## Supplied entries

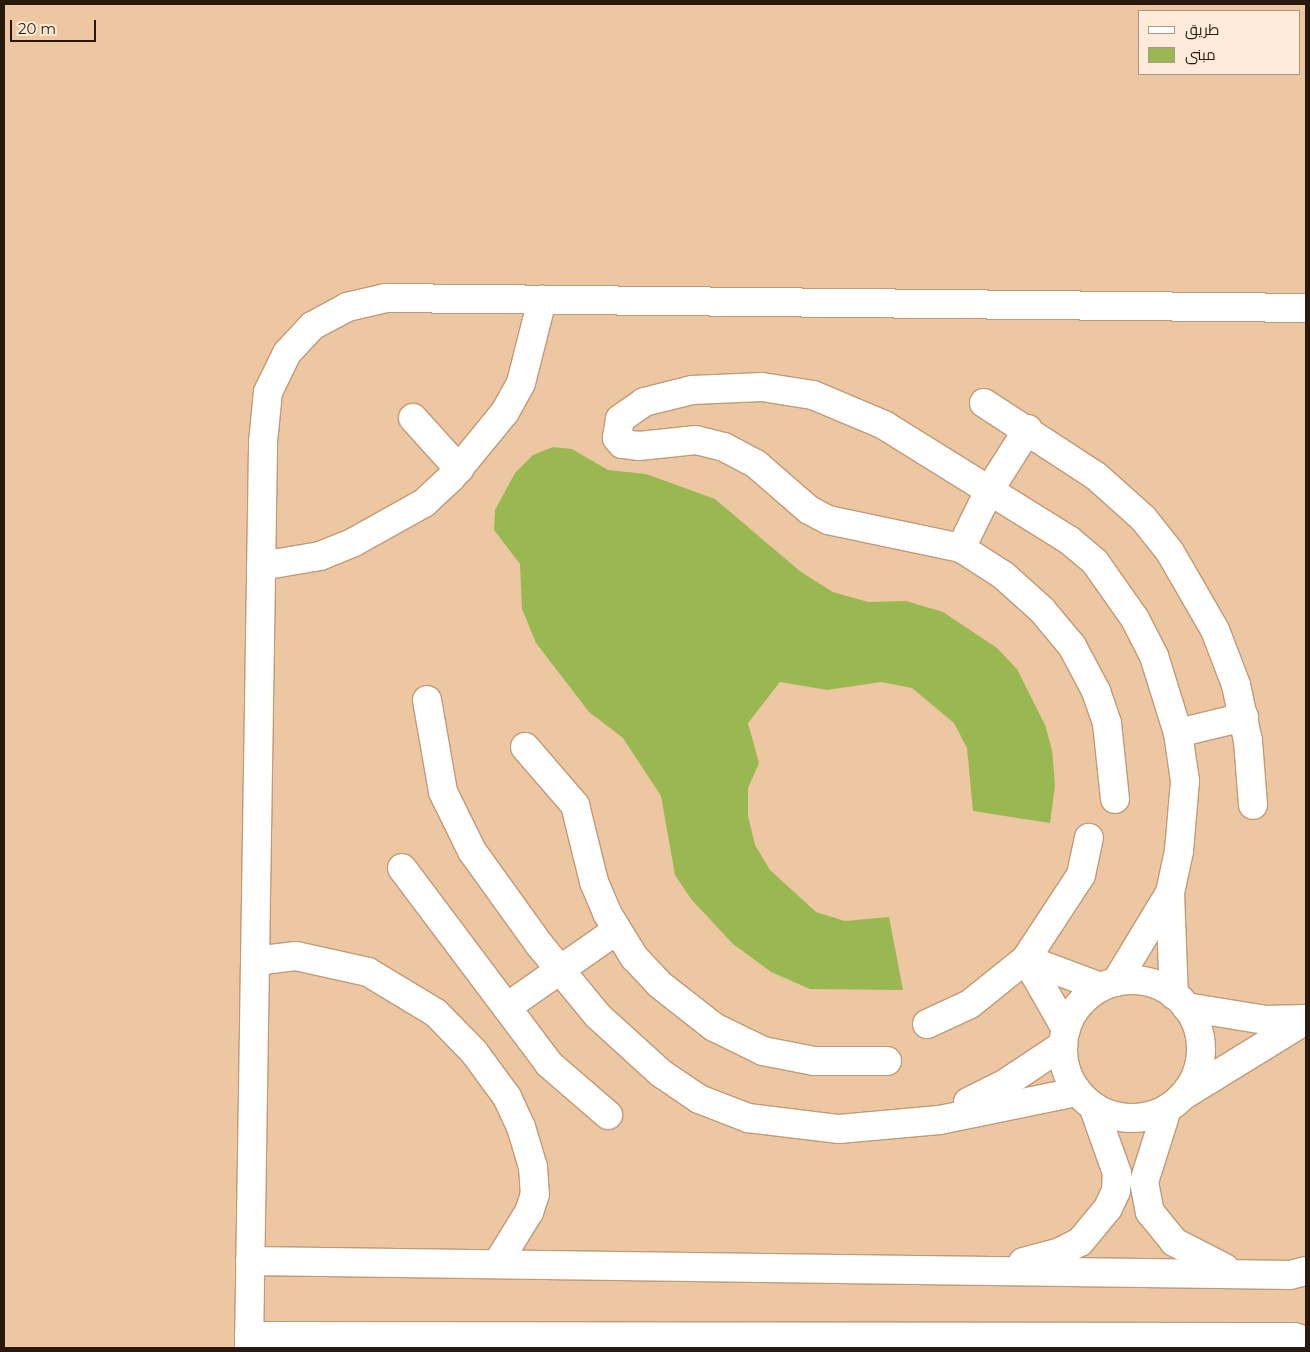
<!DOCTYPE html>
<html>
<head>
<meta charset="utf-8">
<style>
  body { margin:0 }
  #map { position:relative; width:1310px; height:1352px; overflow:hidden; background:#edc6a2; font-family:Montserrat,Cairo,sans-serif }
  div>[style] { position:absolute }
  .building>* { inset:0; background:#99b852 }
  .roads { filter:drop-shadow(1px 0 #c09a78) drop-shadow(-1px 0 #c09a78) drop-shadow(0 1px #c09a78) drop-shadow(0 -1px #c09a78) }
  .minor>* { height:28px; margin:-14px; padding:0 14px; transform-origin:14px; border-radius:14px; background:#fff }
  .minor>.ring { margin:-14px; padding:0; box-sizing:content-box; background:none; border:28px solid #fff; border-radius:50% }
  span { translate:-50% -50%; white-space:nowrap; text-align:center; line-height:1.15; -webkit-text-stroke:4px #ffebd9; paint-order:stroke }
  .frame { position:absolute; inset:0; border:5px solid #28190c; pointer-events:none }
  .legend { position:absolute; left:1138px; top:10px; width:162px; height:65px; box-sizing:border-box; background:#ffebd9; border:1px solid #a99787; margin:0; padding:6px 9px; list-style:none; font-size:15px; color:#28190c }
  .legend li { display:flex; align-items:center; gap:10px; height:25px }
  .legend b { width:25px; border:1px solid #a99787 }
  .scale { position:absolute; left:10px; top:20px; width:86px; height:22px; box-sizing:border-box; border:2px solid #28190c; border-top:0; padding-left:6px; font-size:15px; line-height:18px; white-space:nowrap; color:#28190c; -webkit-text-stroke:4px #ffebd9; paint-order:stroke }
</style>
</head>
<body>
<div id="map">
  <div class="building">
    <i style="clip-path:polygon(553px 447px,572px 449px,608px 470px,646px 474px,715px 499px,801px 572px,833px 592px,868px 602px,906px 601px,943px 612px,997px 648px,1017px 669px,1045px 725px,1052px 750px,1055px 786px,1050px 823px,973px 811px,967px 748px,954px 723px,912px 688px,881px 682px,827px 690px,780px 682px,748px 723px,759px 763px,748px 788px,748px 816px,755px 845px,770px 870px,816px 912px,845px 921px,889px 917px,903px 990px,810px 989px,771px 972px,733px 944px,691px 899px,675px 875px,661px 796px,623px 738px,589px 712px,536px 643px,522px 609px,520px 564px,494px 530px,495px 510px,515px 473px,533px 455px)"></i>
  </div>
  <div class="roads">
    <div class="minor">
      <i style="left:984px;top:403px;width:134px;rotate:33.1deg"></i>
      <i style="left:1096px;top:476px;width:63px;rotate:41.8deg"></i>
      <i style="left:1143px;top:518px;width:43px;rotate:51.5deg"></i>
      <i style="left:1170px;top:552px;width:90px;rotate:60deg"></i>
      <i style="left:1215px;top:630px;width:59px;rotate:69.1deg"></i>
      <i style="left:1236px;top:685px;width:57px;rotate:77.9deg"></i>
      <i style="left:1248px;top:741px;width:64px;rotate:85.5deg"></i>
      <i style="left:413px;top:418px;width:69px;rotate:48deg"></i>
      <i style="left:961px;top:548px;width:66px;rotate:-63.8deg"></i>
      <i style="left:990px;top:489px;width:71px;rotate:-57.7deg"></i>
      <i style="left:261px;top:566px;width:60px;rotate:-9.6deg"></i>
      <i style="left:320px;top:556px;width:37px;rotate:-22deg"></i>
      <i style="left:354px;top:542px;width:80px;rotate:-29.1deg"></i>
      <i style="left:424px;top:503px;width:37px;rotate:-43deg"></i>
      <i style="left:451px;top:478px;width:85px;rotate:-50.7deg"></i>
      <i style="left:505px;top:412px;width:33px;rotate:-61deg"></i>
      <i style="left:521px;top:383px;width:86px;rotate:-75.8deg"></i>
      <i style="left:427px;top:700px;width:93px;rotate:80.1deg"></i>
      <i style="left:443px;top:792px;width:66px;rotate:63.8deg"></i>
      <i style="left:472px;top:851px;width:113px;rotate:54.3deg"></i>
      <i style="left:538px;top:943px;width:94px;rotate:50.6deg"></i>
      <i style="left:598px;top:1016px;width:86px;rotate:42.2deg"></i>
      <i style="left:662px;top:1074px;width:45px;rotate:34deg"></i>
      <i style="left:699px;top:1099px;width:53px;rotate:21.2deg"></i>
      <i style="left:748px;top:1118px;width:92px;rotate:6.9deg"></i>
      <i style="left:839px;top:1129px;width:101px;rotate:-5.1deg"></i>
      <i style="left:940px;top:1120px;width:140px;rotate:-11.6deg"></i>
      <i style="left:1178px;top:733px;width:68px;rotate:-13.6deg"></i>
      <i style="left:525px;top:747px;width:77px;rotate:49.2deg"></i>
      <i style="left:575px;top:805px;width:79px;rotate:76.1deg"></i>
      <i style="left:594px;top:882px;width:34px;rotate:67deg"></i>
      <i style="left:607px;top:913px;width:52px;rotate:58.5deg"></i>
      <i style="left:634px;top:957px;width:37px;rotate:47deg"></i>
      <i style="left:659px;top:984px;width:70px;rotate:38deg"></i>
      <i style="left:714px;top:1027px;width:55px;rotate:26.1deg"></i>
      <i style="left:763px;top:1051px;width:52px;rotate:11.1deg"></i>
      <i style="left:814px;top:1061px;width:73px"></i>
      <i style="left:1115px;top:799px;width:76px;rotate:-96deg"></i>
      <i style="left:1107px;top:723px;width:34px;rotate:-109deg"></i>
      <i style="left:1096px;top:691px;width:51px;rotate:-118.1deg"></i>
      <i style="left:1072px;top:646px;width:47px;rotate:-129.8deg"></i>
      <i style="left:1042px;top:610px;width:52px;rotate:-138.1deg"></i>
      <i style="left:1003px;top:575px;width:50px;rotate:-147.3deg"></i>
      <i style="left:961px;top:548px;width:136px;rotate:-168.1deg"></i>
      <i style="left:828px;top:520px;width:21px;rotate:-152deg"></i>
      <i style="left:809px;top:510px;width:70px;rotate:-139deg"></i>
      <i style="left:756px;top:464px;width:36px;rotate:-152deg"></i>
      <i style="left:724px;top:447px;width:29px;rotate:-166deg"></i>
      <i style="left:696px;top:440px;width:57px;rotate:174deg"></i>
      <i style="left:639px;top:446px;width:17px;rotate:-173deg"></i>
      <i style="left:622px;top:444px;width:8px;rotate:-130deg"></i>
      <i style="left:617px;top:438px;width:19px;rotate:-81deg"></i>
      <i style="left:620px;top:419px;width:29px;rotate:-35deg"></i>
      <i style="left:644px;top:402px;width:49px;rotate:-14deg"></i>
      <i style="left:692px;top:390px;width:70px;rotate:-2.5deg"></i>
      <i style="left:762px;top:387px;width:52px;rotate:8.9deg"></i>
      <i style="left:813px;top:395px;width:77px;rotate:22.9deg"></i>
      <i style="left:884px;top:425px;width:218px;rotate:31.9deg"></i>
      <i style="left:1069px;top:540px;width:34px;rotate:40deg"></i>
      <i style="left:1095px;top:562px;width:70px;rotate:54.9deg"></i>
      <i style="left:1135px;top:619px;width:42px;rotate:62.8deg"></i>
      <i style="left:1154px;top:656px;width:81px;rotate:72.7deg"></i>
      <i style="left:1178px;top:733px;width:49px;rotate:81.7deg"></i>
      <i style="left:1185px;top:781px;width:70px;rotate:94.9deg"></i>
      <i style="left:1179px;top:851px;width:43px;rotate:102.1deg"></i>
      <i style="left:1170px;top:893px;width:102px;rotate:87.8deg"></i>
      <i style="left:402px;top:868px;width:245px;rotate:53.1deg"></i>
      <i style="left:549px;top:1064px;width:78px;rotate:40.8deg"></i>
      <i style="left:1026px;top:959px;width:81px;rotate:60.3deg"></i>
      <i style="left:1026px;top:959px;width:80px;rotate:20.5deg"></i>
      <i style="left:255px;top:961px;width:41px;rotate:-7deg"></i>
      <i style="left:296px;top:956px;width:74px;rotate:12.5deg"></i>
      <i style="left:368px;top:972px;width:79px;rotate:31.1deg"></i>
      <i style="left:436px;top:1013px;width:54px;rotate:45.7deg"></i>
      <i style="left:474px;top:1052px;width:56px;rotate:53.7deg"></i>
      <i style="left:507px;top:1097px;width:33px;rotate:65deg"></i>
      <i style="left:521px;top:1127px;width:42px;rotate:73.3deg"></i>
      <i style="left:533px;top:1167px;width:27px;rotate:86deg"></i>
      <i style="left:535px;top:1194px;width:19px;rotate:108deg"></i>
      <i style="left:529px;top:1212px;width:61px;rotate:121.6deg"></i>
      <i class="ring" style="left:1063px;top:980px;width:110px;height:110px"></i>
      <i style="left:1116px;top:982px;width:104px;rotate:-58.8deg"></i>
      <i style="left:507px;top:1007px;width:134px;rotate:-35deg"></i>
      <i style="left:1186px;top:1007px;width:80px;rotate:9.3deg"></i>
      <i style="left:1265px;top:1020px;width:41px;rotate:-1.4deg"></i>
      <i style="left:927px;top:1024px;width:47px;rotate:-24.9deg"></i>
      <i style="left:970px;top:1004px;width:72px;rotate:-38.8deg"></i>
      <i style="left:1026px;top:959px;width:100px;rotate:-56.8deg"></i>
      <i style="left:1081px;top:875px;width:38px;rotate:-78deg"></i>
      <i style="left:1184px;top:1095px;width:143px;rotate:-31.6deg"></i>
      <i style="left:968px;top:1102px;width:42px;rotate:-26.6deg"></i>
      <i style="left:1006px;top:1083px;width:69px;rotate:-33.7deg"></i>
      <i style="left:1167px;top:1109px;width:77px;rotate:107.5deg"></i>
      <i style="left:1144px;top:1182px;width:31px;rotate:79deg"></i>
      <i style="left:1150px;top:1212px;width:38px;rotate:51deg"></i>
      <i style="left:1174px;top:1242px;width:57px;rotate:27deg"></i>
      <i style="left:250px;top:1261px;width:1040px;rotate:0.77deg"></i>
      <i style="left:1290px;top:1275px;width:16px;rotate:-14deg"></i>
      <i style="left:1023px;top:1262px;width:38px;rotate:-15deg"></i>
      <i style="left:1060px;top:1252px;width:22px;rotate:-27deg"></i>
      <i style="left:1080px;top:1242px;width:44px;rotate:-50.5deg"></i>
      <i style="left:1108px;top:1208px;width:19px;rotate:-65deg"></i>
      <i style="left:1116px;top:1191px;width:18px;rotate:-87deg"></i>
      <i style="left:1117px;top:1173px;width:71px;rotate:-109.7deg"></i>
      <i style="left:249px;top:1336px;width:1045px;rotate:0.05deg"></i>
      <i style="left:1294px;top:1337px;width:13px;rotate:18deg"></i>
      <i style="left:249px;top:1348px;width:906px;rotate:-89.11deg"></i>
      <i style="left:263px;top:442px;width:50px;rotate:-84.3deg"></i>
      <i style="left:268px;top:392px;width:43px;rotate:-64deg"></i>
      <i style="left:287px;top:353px;width:37px;rotate:-47deg"></i>
      <i style="left:312px;top:326px;width:40px;rotate:-28deg"></i>
      <i style="left:347px;top:307px;width:40px;rotate:-13deg"></i>
      <i style="left:386px;top:298px;width:920px;rotate:0.62deg"></i>
    </div>
  </div>
  <div class="frame"></div>
  <ul class="legend">
  <li><b style="height:6px;background:#fff"></b>طريق</li>
  <li><b style="height:14px;background:#99b852"></b>مبنى</li>
  </ul>
  <div class="scale">20 m</div>
</div>
</body>
</html>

## Exercise instructions
Copy each line above where "background" appears.

## Response
  #map { position:relative; width:1310px; height:1352px; overflow:hidden; background:#edc6a2; font-family:Montserrat,Cairo,sans-serif }
  .building>* { inset:0; background:#99b852 }
  .minor>* { height:28px; margin:-14px; padding:0 14px; transform-origin:14px; border-radius:14px; background:#fff }
  .minor>.ring { margin:-14px; padding:0; box-sizing:content-box; background:none; border:28px solid #fff; border-radius:50% }
  .legend { position:absolute; left:1138px; top:10px; width:162px; height:65px; box-sizing:border-box; background:#ffebd9; border:1px solid #a99787; margin:0; padding:6px 9px; list-style:none; font-size:15px; color:#28190c }
  <li><b style="height:6px;background:#fff"></b>طريق</li>
  <li><b style="height:14px;background:#99b852"></b>مبنى</li>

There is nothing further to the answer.